The rigged missile defense test
That’s right, we’ve all been lied to by the military (and Bush) again. That “successful” missile defense test was only successful because the missile was rigged with a global positioning unit which told the ground station where it was. Of course, this isn’t being reported by the media at all from what I’ve seen. I had to find this story in Salon Magazine of all places… So Bush’s defense system looks like a great success to the public, and they’ll proceed to spend billions of our dollars on it. Isn’t that comforting? It’s typical military lunacy.
Ichiro dolls at center of ticket scam
This story is interesting on two levels: 1) the depths people will sink to in order to make money, which includes using the homeless as pawns, and 2) the many flavors of utter madness which oozes from the sports world. Imagine! These people were so intent on getting extra Ichiro dolls to sell on eBay that they manipulated the homeless into giving them their free dolls as they entered the stadium. They even bought these people game tickets in order to get their greedy hands on the dolls.

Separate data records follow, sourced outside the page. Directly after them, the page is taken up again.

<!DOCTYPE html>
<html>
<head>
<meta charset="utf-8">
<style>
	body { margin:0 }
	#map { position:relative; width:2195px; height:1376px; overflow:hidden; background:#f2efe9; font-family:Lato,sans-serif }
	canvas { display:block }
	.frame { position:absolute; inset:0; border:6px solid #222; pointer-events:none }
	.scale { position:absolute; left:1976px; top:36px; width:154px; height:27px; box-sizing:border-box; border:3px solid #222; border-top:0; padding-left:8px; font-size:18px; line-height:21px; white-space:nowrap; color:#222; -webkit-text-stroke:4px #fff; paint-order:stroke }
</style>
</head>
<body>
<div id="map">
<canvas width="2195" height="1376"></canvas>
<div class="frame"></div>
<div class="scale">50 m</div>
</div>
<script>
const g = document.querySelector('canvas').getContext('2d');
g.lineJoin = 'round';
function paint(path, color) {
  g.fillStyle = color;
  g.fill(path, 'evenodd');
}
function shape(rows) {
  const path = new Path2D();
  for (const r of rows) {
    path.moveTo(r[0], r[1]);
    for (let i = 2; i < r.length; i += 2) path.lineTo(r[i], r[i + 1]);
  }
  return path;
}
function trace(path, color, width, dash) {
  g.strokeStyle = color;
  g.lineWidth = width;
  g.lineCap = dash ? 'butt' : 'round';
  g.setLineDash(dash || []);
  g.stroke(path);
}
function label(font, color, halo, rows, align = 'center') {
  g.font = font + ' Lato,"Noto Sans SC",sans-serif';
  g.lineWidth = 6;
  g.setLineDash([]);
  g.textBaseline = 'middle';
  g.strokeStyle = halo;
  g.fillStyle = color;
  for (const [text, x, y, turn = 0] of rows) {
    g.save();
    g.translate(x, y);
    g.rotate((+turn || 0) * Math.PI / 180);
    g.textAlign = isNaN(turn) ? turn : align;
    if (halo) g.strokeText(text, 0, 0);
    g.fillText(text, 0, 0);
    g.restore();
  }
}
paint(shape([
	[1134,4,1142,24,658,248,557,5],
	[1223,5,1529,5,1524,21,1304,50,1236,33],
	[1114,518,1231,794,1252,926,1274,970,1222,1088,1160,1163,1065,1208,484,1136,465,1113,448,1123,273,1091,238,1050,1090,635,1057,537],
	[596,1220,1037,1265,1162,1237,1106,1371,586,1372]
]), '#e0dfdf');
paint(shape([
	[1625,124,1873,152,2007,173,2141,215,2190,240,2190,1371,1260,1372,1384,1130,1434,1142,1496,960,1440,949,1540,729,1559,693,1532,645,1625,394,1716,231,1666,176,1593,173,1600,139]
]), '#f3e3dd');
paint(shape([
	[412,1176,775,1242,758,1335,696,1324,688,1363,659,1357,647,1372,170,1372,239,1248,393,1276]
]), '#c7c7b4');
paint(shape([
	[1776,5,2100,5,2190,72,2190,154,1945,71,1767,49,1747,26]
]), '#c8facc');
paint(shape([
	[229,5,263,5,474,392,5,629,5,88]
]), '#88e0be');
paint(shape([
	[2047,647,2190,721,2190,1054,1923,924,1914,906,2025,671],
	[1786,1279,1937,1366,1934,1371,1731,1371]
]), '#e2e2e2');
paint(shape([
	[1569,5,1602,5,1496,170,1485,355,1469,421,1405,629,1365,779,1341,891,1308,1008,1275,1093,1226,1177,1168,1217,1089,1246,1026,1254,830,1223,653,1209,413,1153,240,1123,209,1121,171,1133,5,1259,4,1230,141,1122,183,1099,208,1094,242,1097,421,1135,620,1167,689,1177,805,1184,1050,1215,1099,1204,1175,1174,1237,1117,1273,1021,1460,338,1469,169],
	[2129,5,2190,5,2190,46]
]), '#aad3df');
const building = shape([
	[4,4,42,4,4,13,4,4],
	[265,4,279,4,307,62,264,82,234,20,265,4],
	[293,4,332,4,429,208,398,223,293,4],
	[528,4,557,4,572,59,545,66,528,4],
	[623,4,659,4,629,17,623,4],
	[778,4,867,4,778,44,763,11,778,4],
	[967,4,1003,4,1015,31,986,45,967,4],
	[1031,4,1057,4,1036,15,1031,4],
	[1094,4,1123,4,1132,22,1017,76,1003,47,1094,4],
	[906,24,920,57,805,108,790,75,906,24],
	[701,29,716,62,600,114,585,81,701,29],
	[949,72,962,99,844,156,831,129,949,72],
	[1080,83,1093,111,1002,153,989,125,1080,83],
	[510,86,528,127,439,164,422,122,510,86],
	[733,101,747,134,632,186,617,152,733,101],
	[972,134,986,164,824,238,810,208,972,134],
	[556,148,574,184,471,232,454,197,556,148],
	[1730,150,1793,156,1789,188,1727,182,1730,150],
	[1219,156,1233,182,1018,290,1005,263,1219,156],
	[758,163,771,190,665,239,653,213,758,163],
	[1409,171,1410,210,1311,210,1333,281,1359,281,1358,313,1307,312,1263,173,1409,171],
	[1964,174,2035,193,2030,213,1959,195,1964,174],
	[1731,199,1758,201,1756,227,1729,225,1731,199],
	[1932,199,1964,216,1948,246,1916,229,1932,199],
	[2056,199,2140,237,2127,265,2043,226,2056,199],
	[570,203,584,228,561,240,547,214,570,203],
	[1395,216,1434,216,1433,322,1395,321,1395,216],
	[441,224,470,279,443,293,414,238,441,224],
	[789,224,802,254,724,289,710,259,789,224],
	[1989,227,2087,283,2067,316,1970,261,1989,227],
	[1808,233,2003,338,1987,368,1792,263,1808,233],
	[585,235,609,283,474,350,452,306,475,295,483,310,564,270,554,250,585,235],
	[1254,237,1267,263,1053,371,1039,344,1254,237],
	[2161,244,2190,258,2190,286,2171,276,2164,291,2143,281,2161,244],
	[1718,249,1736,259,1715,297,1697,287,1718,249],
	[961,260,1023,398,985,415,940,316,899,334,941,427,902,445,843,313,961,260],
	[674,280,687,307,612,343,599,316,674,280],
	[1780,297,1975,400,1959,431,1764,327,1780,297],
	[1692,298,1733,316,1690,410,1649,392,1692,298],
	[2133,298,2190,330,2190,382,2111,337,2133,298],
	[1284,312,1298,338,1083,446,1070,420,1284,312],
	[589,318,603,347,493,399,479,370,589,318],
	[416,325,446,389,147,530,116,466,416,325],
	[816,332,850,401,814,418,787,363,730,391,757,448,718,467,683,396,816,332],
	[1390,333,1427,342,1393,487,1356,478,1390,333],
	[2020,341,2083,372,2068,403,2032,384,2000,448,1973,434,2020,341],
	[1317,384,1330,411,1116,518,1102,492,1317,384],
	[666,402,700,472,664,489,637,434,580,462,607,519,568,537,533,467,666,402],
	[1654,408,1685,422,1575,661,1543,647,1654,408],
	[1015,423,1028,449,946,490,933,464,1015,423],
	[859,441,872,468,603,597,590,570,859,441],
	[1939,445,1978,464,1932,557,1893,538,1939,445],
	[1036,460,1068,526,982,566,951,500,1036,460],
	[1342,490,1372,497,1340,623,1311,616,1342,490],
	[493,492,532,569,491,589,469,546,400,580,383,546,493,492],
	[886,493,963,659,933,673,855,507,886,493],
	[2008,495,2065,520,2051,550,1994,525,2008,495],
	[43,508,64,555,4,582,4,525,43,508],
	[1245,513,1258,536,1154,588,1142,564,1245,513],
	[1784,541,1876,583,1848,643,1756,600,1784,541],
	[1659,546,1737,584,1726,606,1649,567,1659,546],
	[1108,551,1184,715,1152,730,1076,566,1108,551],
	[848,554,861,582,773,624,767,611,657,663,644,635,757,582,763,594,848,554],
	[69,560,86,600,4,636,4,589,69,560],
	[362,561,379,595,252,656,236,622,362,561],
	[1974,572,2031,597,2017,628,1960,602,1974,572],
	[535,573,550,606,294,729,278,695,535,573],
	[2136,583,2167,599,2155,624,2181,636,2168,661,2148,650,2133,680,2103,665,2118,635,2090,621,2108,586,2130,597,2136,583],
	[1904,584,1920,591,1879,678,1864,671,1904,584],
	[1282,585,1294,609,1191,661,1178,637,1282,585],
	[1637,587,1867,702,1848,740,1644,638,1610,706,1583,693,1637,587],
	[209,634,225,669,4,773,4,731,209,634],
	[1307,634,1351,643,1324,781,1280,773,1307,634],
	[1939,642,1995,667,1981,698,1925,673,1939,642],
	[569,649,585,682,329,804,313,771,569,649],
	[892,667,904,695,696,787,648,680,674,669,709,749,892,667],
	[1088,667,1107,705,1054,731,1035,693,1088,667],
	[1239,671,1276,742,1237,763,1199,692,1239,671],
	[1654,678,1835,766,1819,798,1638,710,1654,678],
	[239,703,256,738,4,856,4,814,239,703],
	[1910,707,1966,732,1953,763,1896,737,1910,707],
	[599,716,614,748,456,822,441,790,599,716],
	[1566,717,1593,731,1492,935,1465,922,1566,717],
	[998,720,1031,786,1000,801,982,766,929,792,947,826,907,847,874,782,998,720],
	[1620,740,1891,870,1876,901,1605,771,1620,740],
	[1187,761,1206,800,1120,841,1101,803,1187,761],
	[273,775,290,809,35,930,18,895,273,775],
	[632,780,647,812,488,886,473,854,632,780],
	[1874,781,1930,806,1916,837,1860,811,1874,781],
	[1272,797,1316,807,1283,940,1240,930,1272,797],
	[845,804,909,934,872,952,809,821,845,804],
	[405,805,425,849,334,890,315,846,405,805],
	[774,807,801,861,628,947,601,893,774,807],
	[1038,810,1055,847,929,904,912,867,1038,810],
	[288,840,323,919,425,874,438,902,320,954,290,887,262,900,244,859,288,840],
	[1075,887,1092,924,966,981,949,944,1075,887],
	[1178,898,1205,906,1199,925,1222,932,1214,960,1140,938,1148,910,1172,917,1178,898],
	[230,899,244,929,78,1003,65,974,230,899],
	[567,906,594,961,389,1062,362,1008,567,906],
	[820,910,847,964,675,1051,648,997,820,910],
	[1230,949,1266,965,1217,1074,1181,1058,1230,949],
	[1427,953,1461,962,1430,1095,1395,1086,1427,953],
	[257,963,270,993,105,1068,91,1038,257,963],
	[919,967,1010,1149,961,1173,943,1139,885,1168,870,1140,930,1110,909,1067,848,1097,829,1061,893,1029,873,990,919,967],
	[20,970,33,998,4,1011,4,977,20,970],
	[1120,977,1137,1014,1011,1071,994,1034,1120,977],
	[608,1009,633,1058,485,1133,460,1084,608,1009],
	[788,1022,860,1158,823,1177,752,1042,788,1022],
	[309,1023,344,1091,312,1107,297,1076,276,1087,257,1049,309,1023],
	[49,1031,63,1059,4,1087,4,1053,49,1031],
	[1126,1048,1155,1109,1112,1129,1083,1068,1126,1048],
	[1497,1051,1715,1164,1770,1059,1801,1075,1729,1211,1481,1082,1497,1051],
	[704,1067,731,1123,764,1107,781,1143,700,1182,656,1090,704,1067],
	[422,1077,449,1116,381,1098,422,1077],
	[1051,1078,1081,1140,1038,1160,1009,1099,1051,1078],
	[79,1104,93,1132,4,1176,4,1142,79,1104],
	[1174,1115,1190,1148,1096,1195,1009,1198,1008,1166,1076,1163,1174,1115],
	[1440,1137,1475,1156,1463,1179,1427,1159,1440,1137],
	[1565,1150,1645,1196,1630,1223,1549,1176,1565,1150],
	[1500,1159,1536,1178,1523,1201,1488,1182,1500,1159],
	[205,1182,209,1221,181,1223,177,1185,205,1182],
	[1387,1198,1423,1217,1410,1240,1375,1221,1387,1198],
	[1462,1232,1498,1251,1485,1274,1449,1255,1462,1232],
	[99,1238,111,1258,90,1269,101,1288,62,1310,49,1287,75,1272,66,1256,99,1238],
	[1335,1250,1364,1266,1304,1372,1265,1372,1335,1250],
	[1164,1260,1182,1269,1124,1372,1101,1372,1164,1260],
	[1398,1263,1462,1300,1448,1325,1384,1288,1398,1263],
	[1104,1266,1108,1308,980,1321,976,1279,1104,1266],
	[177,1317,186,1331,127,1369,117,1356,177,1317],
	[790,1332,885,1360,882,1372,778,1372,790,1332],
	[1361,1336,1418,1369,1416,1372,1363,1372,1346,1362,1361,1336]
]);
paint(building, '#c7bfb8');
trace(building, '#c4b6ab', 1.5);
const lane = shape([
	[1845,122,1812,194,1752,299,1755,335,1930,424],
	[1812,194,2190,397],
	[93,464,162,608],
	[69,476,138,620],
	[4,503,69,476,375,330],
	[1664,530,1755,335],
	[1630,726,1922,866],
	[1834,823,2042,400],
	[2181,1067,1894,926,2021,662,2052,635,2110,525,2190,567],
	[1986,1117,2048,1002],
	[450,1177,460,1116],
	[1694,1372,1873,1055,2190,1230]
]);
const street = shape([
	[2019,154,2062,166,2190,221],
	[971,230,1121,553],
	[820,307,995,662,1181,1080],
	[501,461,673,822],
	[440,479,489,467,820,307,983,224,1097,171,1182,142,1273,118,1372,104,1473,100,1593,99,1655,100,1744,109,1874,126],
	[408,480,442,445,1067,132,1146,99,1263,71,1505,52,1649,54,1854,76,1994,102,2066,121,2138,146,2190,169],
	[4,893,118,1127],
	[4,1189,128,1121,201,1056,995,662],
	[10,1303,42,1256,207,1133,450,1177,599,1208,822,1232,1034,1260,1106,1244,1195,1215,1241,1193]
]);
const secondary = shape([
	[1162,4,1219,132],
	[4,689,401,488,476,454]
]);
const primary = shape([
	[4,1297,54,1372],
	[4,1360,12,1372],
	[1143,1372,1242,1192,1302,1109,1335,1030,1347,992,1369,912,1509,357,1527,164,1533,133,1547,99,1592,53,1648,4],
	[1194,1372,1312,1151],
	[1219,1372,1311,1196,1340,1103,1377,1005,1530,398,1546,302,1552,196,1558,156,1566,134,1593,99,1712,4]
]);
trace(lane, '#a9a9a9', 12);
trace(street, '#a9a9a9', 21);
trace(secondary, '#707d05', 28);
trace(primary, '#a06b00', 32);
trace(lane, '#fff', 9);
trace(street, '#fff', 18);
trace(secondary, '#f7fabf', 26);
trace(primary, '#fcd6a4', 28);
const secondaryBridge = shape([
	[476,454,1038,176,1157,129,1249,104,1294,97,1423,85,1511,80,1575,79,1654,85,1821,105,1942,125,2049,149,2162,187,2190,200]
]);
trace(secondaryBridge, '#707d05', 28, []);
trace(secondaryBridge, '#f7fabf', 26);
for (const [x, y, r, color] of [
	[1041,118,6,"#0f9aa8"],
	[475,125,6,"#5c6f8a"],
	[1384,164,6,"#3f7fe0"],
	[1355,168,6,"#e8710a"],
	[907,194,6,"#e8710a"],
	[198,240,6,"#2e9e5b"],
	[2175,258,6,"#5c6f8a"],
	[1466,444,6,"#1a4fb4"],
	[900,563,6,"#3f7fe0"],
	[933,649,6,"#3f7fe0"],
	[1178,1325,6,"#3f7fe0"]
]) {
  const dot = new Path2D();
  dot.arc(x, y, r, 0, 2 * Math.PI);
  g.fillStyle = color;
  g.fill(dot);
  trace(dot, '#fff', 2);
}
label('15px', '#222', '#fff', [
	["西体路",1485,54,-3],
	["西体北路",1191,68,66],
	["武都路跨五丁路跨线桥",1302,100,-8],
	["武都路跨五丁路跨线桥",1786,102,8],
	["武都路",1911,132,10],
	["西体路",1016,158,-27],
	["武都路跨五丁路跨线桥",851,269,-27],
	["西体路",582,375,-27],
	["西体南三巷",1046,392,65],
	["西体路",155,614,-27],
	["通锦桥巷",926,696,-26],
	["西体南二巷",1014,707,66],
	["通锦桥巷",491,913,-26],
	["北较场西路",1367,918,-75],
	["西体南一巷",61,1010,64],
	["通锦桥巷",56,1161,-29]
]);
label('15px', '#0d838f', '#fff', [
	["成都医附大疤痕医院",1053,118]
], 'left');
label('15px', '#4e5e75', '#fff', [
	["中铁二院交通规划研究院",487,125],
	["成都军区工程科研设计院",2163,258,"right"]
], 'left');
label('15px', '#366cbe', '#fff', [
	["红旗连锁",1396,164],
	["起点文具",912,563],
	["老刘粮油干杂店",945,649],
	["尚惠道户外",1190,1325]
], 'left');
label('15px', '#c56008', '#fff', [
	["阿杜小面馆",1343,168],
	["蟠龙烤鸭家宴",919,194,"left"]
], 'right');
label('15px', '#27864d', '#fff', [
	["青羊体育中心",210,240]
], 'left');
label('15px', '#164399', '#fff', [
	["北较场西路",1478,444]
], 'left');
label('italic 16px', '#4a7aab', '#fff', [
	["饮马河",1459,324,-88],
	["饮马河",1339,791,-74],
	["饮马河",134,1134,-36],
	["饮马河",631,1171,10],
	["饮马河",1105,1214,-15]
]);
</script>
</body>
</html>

How pathetic is that?
Kids More Spoiled Than Decade Ago
OK everybody, say it with me… “Well, DUH!!!” And that’s all that needs to be said on that subject.
Canada Lets Terminally Ill Grow, Smoke Marijuana
Finally, someone is thinking sensibly on this subject! I guess some officials in Canada realize that at some point, you need to put quality of life before your “moral issues”. If someone is suffering and/or dying and they find that a certain plant or substance helps alleviate the pain or bring back their appetite, whose business is it of anyone to tell them they can’t use it? And SHAME on you selfish doctors who have problems with this! The ONLY reason you protest is because you’re losing business to an herb. Well, tough shit. Relief from suffering isn’t always found in the chemicals and pills that you make so much money from. Get over it.